Just one phrase, repeated for the second time before I was half way through this 'good news story' stopped me from finishing. "Russia's fossil fuel war"....did me in. If we are interested in connecting the dots...and I am (half way through re reading Naomi Klein's ground breaking exposee of neoliberal free market shock disasters around the world in the last 40 years)........we need to swear off the warmonger language.

And do some research on the real situation in Ukraine over the last decade. And re visit America's long history of proxy wars and support for right wing petro dictators. And consider that the entire global network of fossil fuel companies/countries that benefit from fossil fuel rip and ship (Canada comes to mind)........is benefitting from this Ukrainian farce continuing into the far future.

If we're going to succeed in transitioning off fossil fuels, we need to transition off war.....and the blame games that make war palatable to certain demographics. Every day war continues, fossil fuel companies/and weapons of mass destruction companies, make big bucks. Every day the war continues, inflation will make the cost of living worse for ordinary people, and populations less willing to imagine funding necessary transition.

NO ONE TRULY INVESTED IN TRANSITIONING CAN BE A WAR MONGER ANY LONGER. We simply can't afford it....and there will be no end to fossil fuel production, if armed conflict is seen as inevitable.

But your cited victories aside...in much of Washington/NATO dominated western blah blah blah....there's little chance of negotiation due to knee jerk partisanship that knows next to nothing about the petro/political realities on the ground.....let alone being able to imagine that 'the other side' might have some real grievances. The good versus evil battle is a diversion.....let's insist on negotiation, while remembering that Russia likely has more good fossil reserves than are left in North America.

What are we fighting for? As good a question now as when it was asked in a song during the Viet Nam horror show.

Article: "In 2022, as the largest financier of fossil fuels in Canada, we held Royal Bank of Canada (RBC) accountable for Indigenous rights-violating projects, and fossil fuel companies it funds, (think Coastal GasLink through unceded Wet’suwet’en territory) and greenwashing myths bank executives peddle in attempts to burnish their lagging reputations.
"As the deferred salaries for millions of people, we are also demanding public pension funds prioritize our economy’s much-needed long-term transformation by divesting from the energy systems and companies of the past — fossil fuels — and reinvesting in the climate solutions we so desperately needed yesterday."

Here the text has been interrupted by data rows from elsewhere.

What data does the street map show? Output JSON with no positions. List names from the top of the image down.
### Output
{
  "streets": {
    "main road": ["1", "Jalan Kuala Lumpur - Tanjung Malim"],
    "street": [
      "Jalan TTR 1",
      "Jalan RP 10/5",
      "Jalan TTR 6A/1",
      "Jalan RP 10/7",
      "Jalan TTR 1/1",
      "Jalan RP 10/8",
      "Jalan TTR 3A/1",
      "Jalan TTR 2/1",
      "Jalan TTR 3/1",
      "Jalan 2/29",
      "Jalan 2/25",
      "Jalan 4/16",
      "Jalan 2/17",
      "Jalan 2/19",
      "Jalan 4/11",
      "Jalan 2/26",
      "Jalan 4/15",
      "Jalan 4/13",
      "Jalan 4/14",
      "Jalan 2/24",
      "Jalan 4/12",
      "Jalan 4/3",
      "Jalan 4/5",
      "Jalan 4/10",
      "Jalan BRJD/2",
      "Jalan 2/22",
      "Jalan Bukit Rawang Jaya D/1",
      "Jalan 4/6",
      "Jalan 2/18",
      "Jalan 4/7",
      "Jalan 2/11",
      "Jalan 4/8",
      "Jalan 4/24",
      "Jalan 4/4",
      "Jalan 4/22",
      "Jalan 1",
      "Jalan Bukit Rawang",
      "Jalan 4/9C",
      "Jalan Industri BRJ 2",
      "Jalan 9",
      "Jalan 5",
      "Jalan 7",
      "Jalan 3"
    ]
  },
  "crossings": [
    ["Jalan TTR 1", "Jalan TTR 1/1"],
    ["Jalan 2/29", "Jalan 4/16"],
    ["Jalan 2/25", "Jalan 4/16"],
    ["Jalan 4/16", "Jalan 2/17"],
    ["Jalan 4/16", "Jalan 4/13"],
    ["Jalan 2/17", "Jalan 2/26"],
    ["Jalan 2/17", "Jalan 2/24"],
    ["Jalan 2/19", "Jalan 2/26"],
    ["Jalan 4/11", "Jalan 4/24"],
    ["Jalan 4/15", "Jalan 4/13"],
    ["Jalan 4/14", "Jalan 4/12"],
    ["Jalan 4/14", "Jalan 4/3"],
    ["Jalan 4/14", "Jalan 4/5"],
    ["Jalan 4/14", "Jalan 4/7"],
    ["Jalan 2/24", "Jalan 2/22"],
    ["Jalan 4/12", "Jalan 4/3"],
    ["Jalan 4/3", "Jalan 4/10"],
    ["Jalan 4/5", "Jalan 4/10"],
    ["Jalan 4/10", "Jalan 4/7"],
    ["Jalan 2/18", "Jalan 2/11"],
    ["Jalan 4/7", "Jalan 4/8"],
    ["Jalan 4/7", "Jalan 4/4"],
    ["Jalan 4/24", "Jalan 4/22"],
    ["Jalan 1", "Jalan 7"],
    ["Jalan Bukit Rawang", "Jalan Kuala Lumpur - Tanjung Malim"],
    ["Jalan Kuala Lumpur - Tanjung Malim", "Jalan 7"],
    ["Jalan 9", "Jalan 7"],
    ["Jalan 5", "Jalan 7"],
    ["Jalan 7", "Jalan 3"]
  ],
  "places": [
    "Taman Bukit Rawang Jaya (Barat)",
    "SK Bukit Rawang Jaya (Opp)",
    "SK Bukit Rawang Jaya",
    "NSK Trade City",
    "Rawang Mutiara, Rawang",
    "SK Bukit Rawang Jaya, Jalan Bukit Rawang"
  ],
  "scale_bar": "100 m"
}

I do not usually fret about grammar, but the article sorely needs an editor. Misplaced modifiers abound.
1) "the largest financier of fossil fuels in Canada" refers to RBC — not the subject of the sentence ("we"). An awful paragraph.
2) "deferred salaries for millions of people" refers to public pension funds — not the subject of the sentence ("we").

"E.g., An eager young student who was ready to learn, Jack taught his grandson chess every day after school.
"The phrase 'an eager young student who was ready to learn' in this sentence is called an appositive, which is a noun or noun phrase that describes or renames another noun right next to it in the sentence. The appositive can be directly before or after the noun it describes, but it must be adjacent. In this case, it is clear that the appositive refers to the grandson rather than Jack: if Jack is old enough to be a grandfather, he is not a young student, and since he is teaching his grandson chess, it would not make sense to describe him as 'eager to learn.' Therefore, the appositive should be moved next to the grandson in order to clarify the description."

Article: "We commemorated over 1,555 institutions representing more than $40 trillion in assets committing to divest from fossil fuels."
Commemorate: To honour the memory of someone or something with a ceremony or object.